Information supplied:

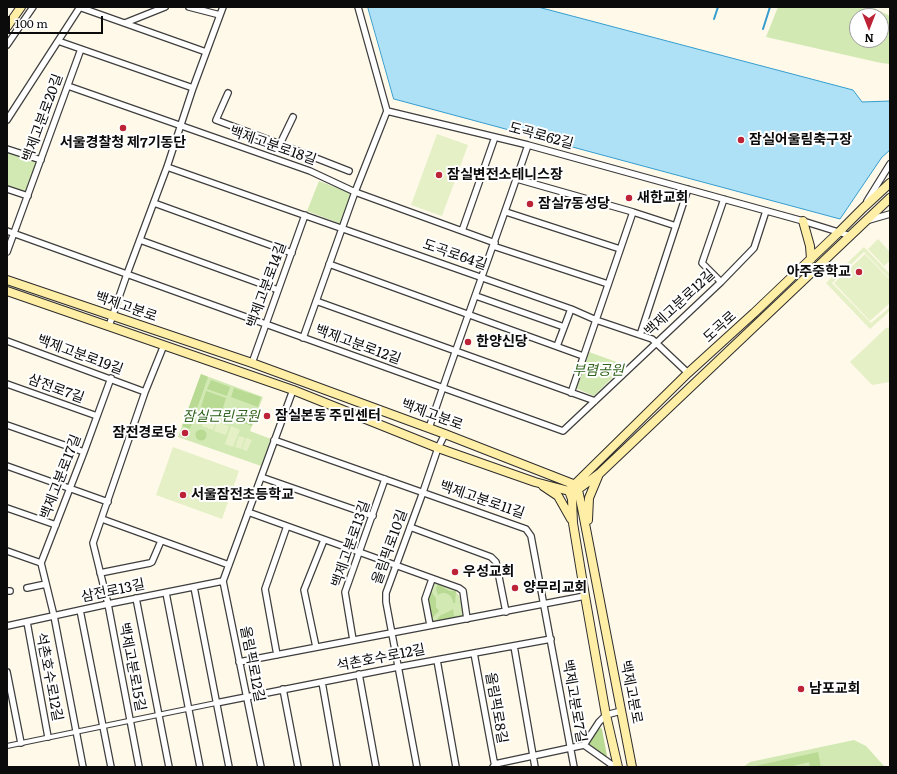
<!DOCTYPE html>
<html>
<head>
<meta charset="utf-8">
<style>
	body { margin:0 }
	#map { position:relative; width:897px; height:774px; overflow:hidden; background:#fff9ea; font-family:Literata,serif }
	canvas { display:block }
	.frame { position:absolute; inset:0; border:8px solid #0b0b0b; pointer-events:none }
	.north { position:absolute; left:849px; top:8px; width:40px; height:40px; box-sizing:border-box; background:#fff; border:1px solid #9d9d9d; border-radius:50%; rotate:180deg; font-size:11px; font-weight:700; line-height:16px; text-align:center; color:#0b0b0b }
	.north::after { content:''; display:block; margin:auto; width:14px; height:18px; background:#bc2336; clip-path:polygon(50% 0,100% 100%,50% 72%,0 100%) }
	.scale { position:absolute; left:8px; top:16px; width:95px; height:18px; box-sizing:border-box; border:2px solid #0b0b0b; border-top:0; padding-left:5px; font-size:12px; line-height:14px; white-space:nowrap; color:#0b0b0b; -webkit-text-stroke:3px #fff; paint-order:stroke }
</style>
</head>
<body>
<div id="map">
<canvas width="897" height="774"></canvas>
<div class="frame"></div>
<div class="north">N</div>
<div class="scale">100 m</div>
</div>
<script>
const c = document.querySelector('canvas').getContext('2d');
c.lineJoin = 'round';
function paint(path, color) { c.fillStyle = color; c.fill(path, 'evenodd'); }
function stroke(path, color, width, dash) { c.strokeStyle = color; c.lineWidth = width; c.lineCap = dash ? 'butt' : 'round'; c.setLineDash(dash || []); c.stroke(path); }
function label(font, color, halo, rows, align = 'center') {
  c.font = font + ' Literata,"Noto Sans KR",serif'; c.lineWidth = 4; c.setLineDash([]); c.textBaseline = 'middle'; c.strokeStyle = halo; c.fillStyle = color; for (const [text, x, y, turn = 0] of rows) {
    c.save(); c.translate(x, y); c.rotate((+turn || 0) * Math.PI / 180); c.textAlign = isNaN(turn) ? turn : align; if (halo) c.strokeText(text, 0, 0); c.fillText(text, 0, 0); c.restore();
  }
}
const green = new Path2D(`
	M778,7H872L890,16V64L881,63L766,37ZM857,16H881V40H857Z
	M7,149L41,160L28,196L7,189Z
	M319,181L353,194L341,224L307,211Z
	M589,352L625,365L594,396L575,388Z
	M201,374L263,397L250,431L271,439L261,466L178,437Z
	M433,582C460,593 459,588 464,617L432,623L427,600Z
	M854,740L866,746L885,767H743L750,762Z`);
const forest = new Path2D(`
	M201,374L208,377L190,429L182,426Z
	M211,380L230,387L227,396L207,389Z
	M234,388L261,397L258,407L231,397Z
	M206,391L226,398L221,414L201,407Z
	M253,408L257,409L252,426L233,419L235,412L250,417Z
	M195.5 435a5.5 5.5 0 1 1 11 0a5.5 5.5 0 1 1-11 0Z
	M438,584L449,591H456L455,603H453C453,595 445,590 438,595L436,589Z
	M430,590L436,598V607L439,611L431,619L427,600Z
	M453,609L454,616L463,615L464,617L435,623C439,613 446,614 453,609Z
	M600,728L602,729L607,756L605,757L587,746V743Z
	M818,752L821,767H810L809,762L789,767H751Z`);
const pitch = new Path2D(`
	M437,134L468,145L442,216L411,205Z
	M878,239L890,252V261L884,266L868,249Z
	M864,247L890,274V279L864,252L832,283L871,323L890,307V311L870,329L826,283Z
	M865,254L890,280V303L870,321L834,283Z
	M890,327V382L872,385L850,362L886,328Z
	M205,418L216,422L213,430L202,426Z
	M217,422L229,426L226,435L214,431Z
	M231,426L240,430L233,447L225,444Z
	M239,436L245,438L241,449L235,447Z
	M246,438L252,440L247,451L242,449Z
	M173,447L239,471L222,519L156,495Z`);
const water = new Path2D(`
	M368,7H538L853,90L862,102L890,101V150L882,157L840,219L394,99Z`);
const stream = new Path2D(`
	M714,19L718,7
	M763,29L770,7`);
const pedestrian = new Path2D(`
	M7,746L216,703`);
const minor = new Path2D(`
	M79,7L206,52
	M189,7L220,15
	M358,7L387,111L528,145L803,221L851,236
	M125,23L165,7
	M58,41L193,88
	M7,45L33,7
	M68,86L310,171L355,192L495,243
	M228,93L216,120L280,144L293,117
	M7,120L80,7
	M280,144L349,171
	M7,149L41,160
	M167,167L571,309L596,320L652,339L688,373
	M517,179L633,212L676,226
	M7,189L28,196
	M867,201L890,164
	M154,203L292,253
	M506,212L620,249
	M869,220L890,214
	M7,231L563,431L721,282L754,248L766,211
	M462,231L495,137
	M140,240L278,290
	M493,246L608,284
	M7,252L81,49
	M329,264L583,356
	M721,282L702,263L724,199
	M476,296L564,327
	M316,301L595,401
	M109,326L127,274L167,167L193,88L223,7
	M640,335L688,189
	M303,338L355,192L387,111
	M7,341L145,392
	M557,346L571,309
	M252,363L305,215
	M7,384L97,416
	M571,393L633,212
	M7,425L84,452
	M429,428C461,333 496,239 528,145
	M274,440L526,529L531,536L574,767
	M7,466L108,502
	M261,477L373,516
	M7,508L56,525
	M248,512L459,588L463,591L467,619
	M102,519L229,565
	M410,527L491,557L496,562L506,612
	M7,551L41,563
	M100,573L150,563L152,562L161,541
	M194,587L229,767
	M27,588L46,584
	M7,591H10
	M166,593L200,767
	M136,598L169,767
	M80,610L111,767
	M27,622L48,737
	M430,625L425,599L432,579
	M7,626L108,604L223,581
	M353,640L345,592L385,479
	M514,646L535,767
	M316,647L304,590L324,540
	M474,653L495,767
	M277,655L265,589L287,526
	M437,660L456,767
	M239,662L585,596
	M7,672L21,743
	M359,674L376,767
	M322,682L337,767
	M283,689L298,767
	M216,703L398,667L551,639
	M584,745L615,767
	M83,767L54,616L41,563L84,452L111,378
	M139,767L108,604L93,543L145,392L164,345
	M261,767L223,581L293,390
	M417,767L386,602V593L423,492L438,448L445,434
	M493,767L495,764L584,745L599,722L606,715L621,711`);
const secondary = new Path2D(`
	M7,27L21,7
	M803,221L810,246L811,259
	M7,280L252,363L445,434L573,484L578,490L582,508L632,767
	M7,291L293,390L438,448L535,482L569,491L572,499L573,523L585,596L606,715L618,767
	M543,486L558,496L571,519
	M571,488L688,373L754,313L839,232L863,208L890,183
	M573,493L600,473L890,198
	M588,520L589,498L599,474`);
const markers = [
	[123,128,4,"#bc2336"],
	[741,140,4,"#bc2336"],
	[439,175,4,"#bc2336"],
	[629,198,4,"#bc2336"],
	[530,204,4,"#bc2336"],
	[859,272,4,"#bc2336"],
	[468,342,4,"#bc2336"],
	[267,416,4,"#bc2336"],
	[185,433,4,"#bc2336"],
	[183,495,4,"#bc2336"],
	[455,572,4,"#bc2336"],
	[515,588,4,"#bc2336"],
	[801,689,4,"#bc2336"]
];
const streetNames = [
	["백제고분로20길",43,118,-70],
	["도곡로62길",541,136,15],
	["백제고분로18길",273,146,19],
	["도곡로64길",455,255,19],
	["백제고분로14길",267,285,-70],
	["백제고분로12길",680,303,-43],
	["백제고분로",126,307,19],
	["도곡로",720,327,-42],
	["백제고분로12길",358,345,20],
	["백제고분로19길",80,355,20],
	["삼전로7길",56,389,20],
	["백제고분로",432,415,20],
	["백제고분로17길",61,477,-69],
	["백제고분로11길",482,500,19],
	["백제고분로13길",351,544,-71],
	["올림픽로10길",390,547,-70],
	["삼전로13길",113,591,-12],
	["석촌호수로12길",381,658,-11],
	["올림픽로12길",252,664,79],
	["백제고분로15길",132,667,79],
	["석촌호수로12길",49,677,79],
	["백제고분로",631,692,79],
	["백제고분로7길",574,701,80],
	["올림픽로8길",496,708,80]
];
const poiNames = [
	["잠실어울림축구장",749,140],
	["서울경찰청 제7기동단",123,143,"center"],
	["잠실변전소테니스장",447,175],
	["새한교회",637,198],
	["잠실7동성당",538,204],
	["아주중학교",851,272,"right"],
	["한양신당",476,342],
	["잠실본동 주민센터",275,416],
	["잠전경로당",177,433,"right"],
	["서울잠전초등학교",191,495],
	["우성교회",463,572],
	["양무리교회",523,588],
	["남포교회",809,689]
];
const parkNames = [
	["부렴공원",598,371],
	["잠실근린공원",221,417]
];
paint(green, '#d3e9b4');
paint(forest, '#b8da93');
paint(pitch, '#e5f0c6');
paint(water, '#aee1f6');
stroke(water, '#359dce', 1);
stroke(stream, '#359dce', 2);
stroke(pedestrian, '#3e3e3e', 6);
stroke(minor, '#3e3e3e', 8);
stroke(secondary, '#2d2d2d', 10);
stroke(pedestrian, '#fff', 4);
stroke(minor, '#fff', 5.5);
stroke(secondary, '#ffeea5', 8);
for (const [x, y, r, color] of markers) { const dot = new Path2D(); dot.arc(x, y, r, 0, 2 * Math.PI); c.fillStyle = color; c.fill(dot); stroke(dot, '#fff', 1.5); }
label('14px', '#0b0b0b', '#fff', streetNames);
label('bold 14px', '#0b0b0b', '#fff', poiNames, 'left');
label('italic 14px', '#30631c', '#fff', parkNames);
</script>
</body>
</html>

Task details:
Gather every line from the listing above in which "rows" appears, and copy those lines.

Problem solution:
function label(font, color, halo, rows, align = 'center') {
  c.font = font + ' Literata,"Noto Sans KR",serif'; c.lineWidth = 4; c.setLineDash([]); c.textBaseline = 'middle'; c.strokeStyle = halo; c.fillStyle = color; for (const [text, x, y, turn = 0] of rows) {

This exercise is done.